Data records:

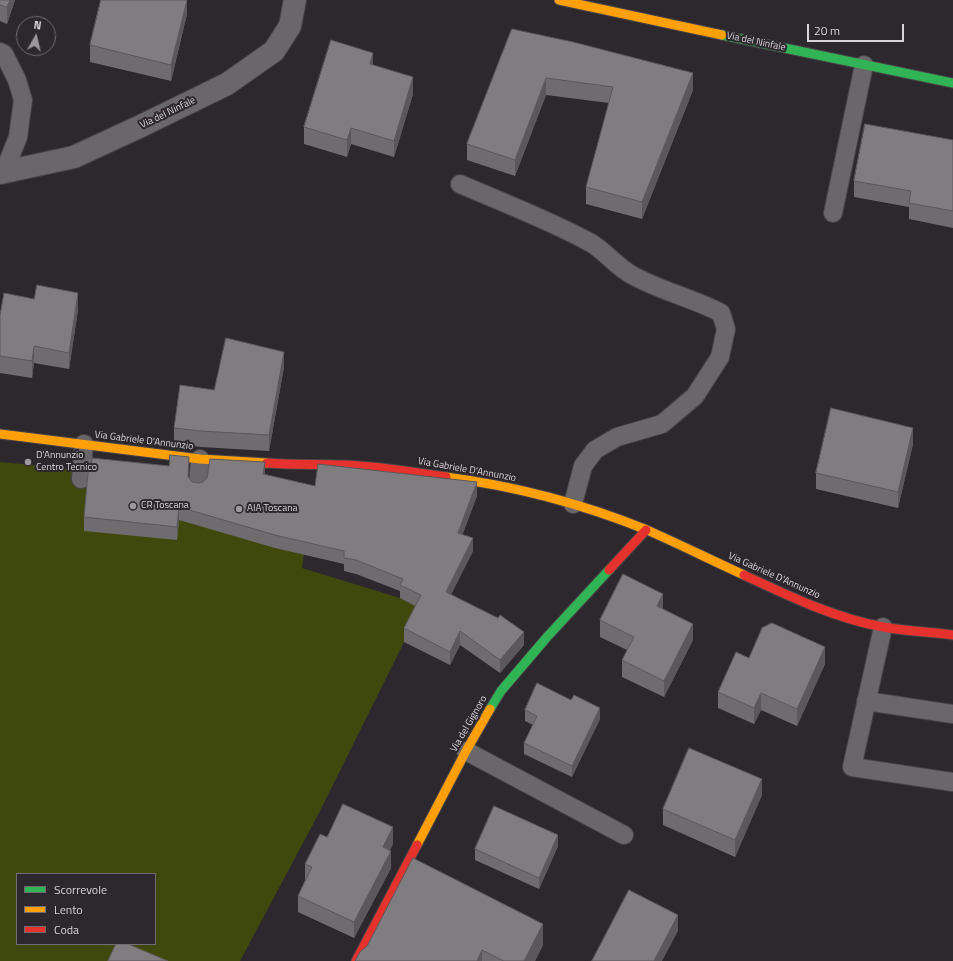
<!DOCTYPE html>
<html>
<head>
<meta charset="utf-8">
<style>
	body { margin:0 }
	#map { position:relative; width:953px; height:961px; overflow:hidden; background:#2c282d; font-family:"Titillium Web",sans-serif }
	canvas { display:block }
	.legend { position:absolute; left:16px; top:873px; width:140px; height:72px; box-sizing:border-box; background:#2d272e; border:1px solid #716c72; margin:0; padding:5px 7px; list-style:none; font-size:12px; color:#d8d4d8 }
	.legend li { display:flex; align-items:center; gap:8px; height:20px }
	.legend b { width:20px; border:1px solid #716c72 }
	.north { position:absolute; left:16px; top:16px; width:40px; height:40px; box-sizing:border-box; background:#2d272e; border:1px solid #716c72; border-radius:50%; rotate:8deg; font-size:11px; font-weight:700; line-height:16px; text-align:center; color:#d8d4d8 }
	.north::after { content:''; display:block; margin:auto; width:14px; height:18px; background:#9c989c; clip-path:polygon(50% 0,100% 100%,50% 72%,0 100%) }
	.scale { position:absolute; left:807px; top:24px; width:97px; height:18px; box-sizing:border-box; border:2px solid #d8d4d8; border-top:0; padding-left:5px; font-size:12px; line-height:14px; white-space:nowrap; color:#d8d4d8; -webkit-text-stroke:3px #2d272e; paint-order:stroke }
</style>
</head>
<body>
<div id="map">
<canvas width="953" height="961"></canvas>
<ul class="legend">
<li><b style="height:5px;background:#30b455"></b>Scorrevole</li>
<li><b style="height:5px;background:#ff9f0a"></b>Lento</li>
<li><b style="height:5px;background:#e5322d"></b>Coda</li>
</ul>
<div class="north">N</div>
<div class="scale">20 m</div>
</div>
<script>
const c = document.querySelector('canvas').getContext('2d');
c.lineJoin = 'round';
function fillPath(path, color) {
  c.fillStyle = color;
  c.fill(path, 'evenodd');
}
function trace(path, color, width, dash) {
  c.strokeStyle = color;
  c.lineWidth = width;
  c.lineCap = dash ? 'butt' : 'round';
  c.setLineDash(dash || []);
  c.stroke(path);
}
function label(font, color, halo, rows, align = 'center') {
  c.font = font + ' "Titillium Web",sans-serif';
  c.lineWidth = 4;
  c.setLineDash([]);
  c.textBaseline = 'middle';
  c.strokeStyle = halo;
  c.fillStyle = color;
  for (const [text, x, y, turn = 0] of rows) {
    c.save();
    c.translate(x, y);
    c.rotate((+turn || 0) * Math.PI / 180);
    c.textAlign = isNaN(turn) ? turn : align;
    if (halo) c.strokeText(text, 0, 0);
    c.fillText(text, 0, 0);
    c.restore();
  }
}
const green = new Path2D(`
	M 0,462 L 74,469 L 304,554 L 302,568 L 400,598 L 421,608 L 319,813 L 240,961 L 0,961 ZM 17,874 L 155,874 L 155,944 L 17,944 Z`);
const lane = new Path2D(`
	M 0,52 L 4,54 L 17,80 L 23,100 L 18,137 L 4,172
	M 460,184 C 504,203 549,220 591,243 C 606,252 617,267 632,275 C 660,291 693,298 721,313 L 726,329 L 720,357 L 695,396 L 662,424 L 617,437 L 595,450 L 583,466 L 573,504
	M 833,213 L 864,65
	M 81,479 L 84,444
	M 198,486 L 200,459
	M 883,627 L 852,767 L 953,782
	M 866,701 L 953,714
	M 466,751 L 624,835`);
const street = new Path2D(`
	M 0,173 L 74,157 L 141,126 L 227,84 L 274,51 L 290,26 L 295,0`);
const fast = new Path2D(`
	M 722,35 L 953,83
	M 490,709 L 501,691 L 547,637 L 609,570`);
const slow = new Path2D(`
	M 559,0 L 722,35
	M 0,434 L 200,459 L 267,463
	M 446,477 C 515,486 583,504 647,530 C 679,544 711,560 744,575
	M 417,845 L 466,751 L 490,709`);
const jam = new Path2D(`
	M 267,463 C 292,465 317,464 343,465 C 377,466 412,472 446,477
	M 609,570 L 646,530
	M 744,575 C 789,596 834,618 883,627 C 906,631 930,632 953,635
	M 356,961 L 417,845`);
const wall = new Path2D(`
	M 0,0 L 15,0 L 7,24 L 0,21 Z
	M 187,0 L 187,14 L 171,81 L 90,62 L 90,45 Z
	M 512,29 L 693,90 L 642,219 L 586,204 L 586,187 L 609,103 L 546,95 L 515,176 L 467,160 L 467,144 Z
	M 373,65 L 413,94 L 394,157 L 351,144 L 347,157 L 304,144 L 304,127 Z
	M 953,140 L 953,228 L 909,219 L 909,207 L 854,197 L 854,181 Z
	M 78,310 L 69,369 L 34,363 L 32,378 L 0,373 L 0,315 Z
	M 284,367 L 269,451 L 201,447 L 174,443 L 174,428 L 214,390 Z
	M 913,444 L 898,508 L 816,489 L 816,473 Z
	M 169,466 L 189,477 L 192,482 L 198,483 L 265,475 L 315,486 L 477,496 L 462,535 L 473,551 L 451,594 L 524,645 L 500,673 L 460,645 L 450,665 L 404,642 L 404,628 L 415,606 L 400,598 L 400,591 L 356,574 L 344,571 L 344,564 L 275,548 L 179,520 L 177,540 L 84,531 L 84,517 Z
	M 663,609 L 693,640 L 664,697 L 622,677 L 622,660 L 627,650 L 600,637 L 600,620 Z
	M 749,658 L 825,664 L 797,726 L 761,710 L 754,724 L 718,708 L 718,692 Z
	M 525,710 L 600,719 L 572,777 L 524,754 L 524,743 L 533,725 L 525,721 Z
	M 762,795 L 735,857 L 663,825 L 663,809 Z
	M 393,844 L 389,851 L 391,868 L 354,938 L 298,912 L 298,896 L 305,880 L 305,864 Z
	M 558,846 L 539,889 L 475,860 L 475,849 Z
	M 543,945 L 535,961 L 355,961 Z`);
const shadedWall = new Path2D(`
	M 10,0 L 15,0 L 7,24 L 7,7 Z
	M 187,0 L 187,14 L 171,81 L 171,65 Z
	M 373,53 L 373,70 L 370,64 Z
	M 693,73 L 693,90 L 642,219 L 642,202 Z
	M 413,77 L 413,94 L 394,157 L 394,141 Z
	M 546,78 L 546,95 L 515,176 L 515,160 Z
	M 351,128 L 351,144 L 347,157 L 347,140 Z
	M 78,293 L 78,310 L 69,369 L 69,353 Z
	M 34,346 L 34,363 L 32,378 L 32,361 Z
	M 284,352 L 284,367 L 269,451 L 269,435 Z
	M 913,428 L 913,444 L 898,508 L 898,492 Z
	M 265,462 L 265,476 L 263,474 Z
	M 477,482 L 477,496 L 458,547 L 458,533 Z
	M 179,507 L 179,520 L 177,540 L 177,527 Z
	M 473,538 L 473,551 L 446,605 L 446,592 Z
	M 663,594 L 663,610 L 657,606 Z
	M 693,624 L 693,640 L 664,697 L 664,681 Z
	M 460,631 L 460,645 L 450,665 L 450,652 Z
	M 524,632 L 524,645 L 500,673 L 500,660 Z
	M 825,647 L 825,664 L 797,726 L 797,709 Z
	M 761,693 L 761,710 L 754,724 L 754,708 Z
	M 600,708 L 600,719 L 572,777 L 572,766 Z
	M 762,779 L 762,795 L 735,857 L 735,840 Z
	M 393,827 L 393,844 L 383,864 L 383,847 Z
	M 558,835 L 558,846 L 539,889 L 539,878 Z
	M 391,851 L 391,868 L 354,938 L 354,922 Z
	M 678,915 L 678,931 L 662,961 L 654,961 Z
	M 543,924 L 543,945 L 535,961 L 524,961 Z
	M 482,950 L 482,961 L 477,961 Z`);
const building = new Path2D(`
	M 0,0 L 10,0 L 7,7 L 0,5 Z
	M 101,0 L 187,0 L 171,65 L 90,45 Z
	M 512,29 L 573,42 L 693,73 L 642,202 L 586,187 L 613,87 L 546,78 L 515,160 L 467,144 Z
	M 331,40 L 373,53 L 370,64 L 413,77 L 394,141 L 351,128 L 347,140 L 304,127 Z
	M 865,124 L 953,140 L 953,211 L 909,203 L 911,191 L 854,181 Z
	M 37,285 L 78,293 L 69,353 L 34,346 L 32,361 L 0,356 L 0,315 L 4,293 L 34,299 Z
	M 226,338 L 284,352 L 269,435 L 201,431 L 174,428 L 180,385 L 214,390 Z
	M 831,408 L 913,428 L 898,492 L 816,473 Z
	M 170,455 L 189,457 L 188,477 L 192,482 L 198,483 L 203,482 L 207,478 L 210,459 L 265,462 L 263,474 L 315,486 L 318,464 L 477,482 L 458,533 L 473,538 L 446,592 L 498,618 L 500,615 L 524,632 L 500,660 L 460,631 L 450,652 L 404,628 L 421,595 L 400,585 L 403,579 L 356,560 L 344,558 L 344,551 L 275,535 L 179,507 L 177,527 L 84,517 L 88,473 L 91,467 L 92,458 L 169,466 Z
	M 623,574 L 663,594 L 657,606 L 693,624 L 664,681 L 622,660 L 634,637 L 600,620 Z
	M 772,623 L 825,647 L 797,709 L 761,693 L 754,708 L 718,692 L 736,652 L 749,658 L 762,628 Z
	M 537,683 L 571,700 L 574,695 L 600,708 L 572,766 L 524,743 L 537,716 L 525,710 Z
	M 689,748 L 762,779 L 735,840 L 663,809 Z
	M 343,804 L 393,827 L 383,847 L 391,851 L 354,922 L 298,896 L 312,867 L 305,864 L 320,834 L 327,837 Z
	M 494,806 L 558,835 L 539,878 L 475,849 Z
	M 413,858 L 543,924 L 524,961 L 504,961 L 482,950 L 477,961 L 355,961 L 360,952 L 367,946 Z
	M 629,890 L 678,915 L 654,961 L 592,961 Z
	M 116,944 L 128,944 L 168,961 L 108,961 Z`);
const markers = [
	[28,462,4,"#9c989c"],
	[133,506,4,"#9c989c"],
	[239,509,4,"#9c989c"]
];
const streetNames = [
	["Via del Ninfale",756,42,12],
	["Via del Ninfale",168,113,-26],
	["Via Gabriele D'Annunzio",144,441,7],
	["Via Gabriele D'Annunzio",467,470,10],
	["Via Gabriele D'Annunzio",774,576,24],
	["Via del Gignoro",469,724,-60]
];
const poiNames = [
	["D'Annunzio",36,456],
	["Centro Tecnico",36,468],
	["CR Toscana",141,506],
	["AIA Toscana",247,509]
];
fillPath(green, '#3f490e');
trace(lane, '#484448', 20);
trace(street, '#484448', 24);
trace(fast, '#484448', 11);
trace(slow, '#484448', 11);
trace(jam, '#484448', 11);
trace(lane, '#6a676a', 18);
trace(street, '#6a676a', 22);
trace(fast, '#30b455', 9);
trace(slow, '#ff9f0a', 9);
trace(jam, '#e5322d', 9);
fillPath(wall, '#6e6c6f');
fillPath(shadedWall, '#5a585a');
fillPath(building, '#807d81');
trace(building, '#5a585a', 1);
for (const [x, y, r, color] of markers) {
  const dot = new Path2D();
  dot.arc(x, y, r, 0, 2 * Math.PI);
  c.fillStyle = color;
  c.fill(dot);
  trace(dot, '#2d272e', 1.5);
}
label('10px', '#d8d4d8', '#2d272e', streetNames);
label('10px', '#d8d4d8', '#2d272e', poiNames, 'left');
</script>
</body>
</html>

Action item:
Once you reach the line with "position:absolute; left:16px; top:873px;" in the data above, copy it and every line after it exactly, up to and including the line with "display:flex; align-items:center; gap:8px;".

Solution to this problem:
	.legend { position:absolute; left:16px; top:873px; width:140px; height:72px; box-sizing:border-box; background:#2d272e; border:1px solid #716c72; margin:0; padding:5px 7px; list-style:none; font-size:12px; color:#d8d4d8 }
	.legend li { display:flex; align-items:center; gap:8px; height:20px }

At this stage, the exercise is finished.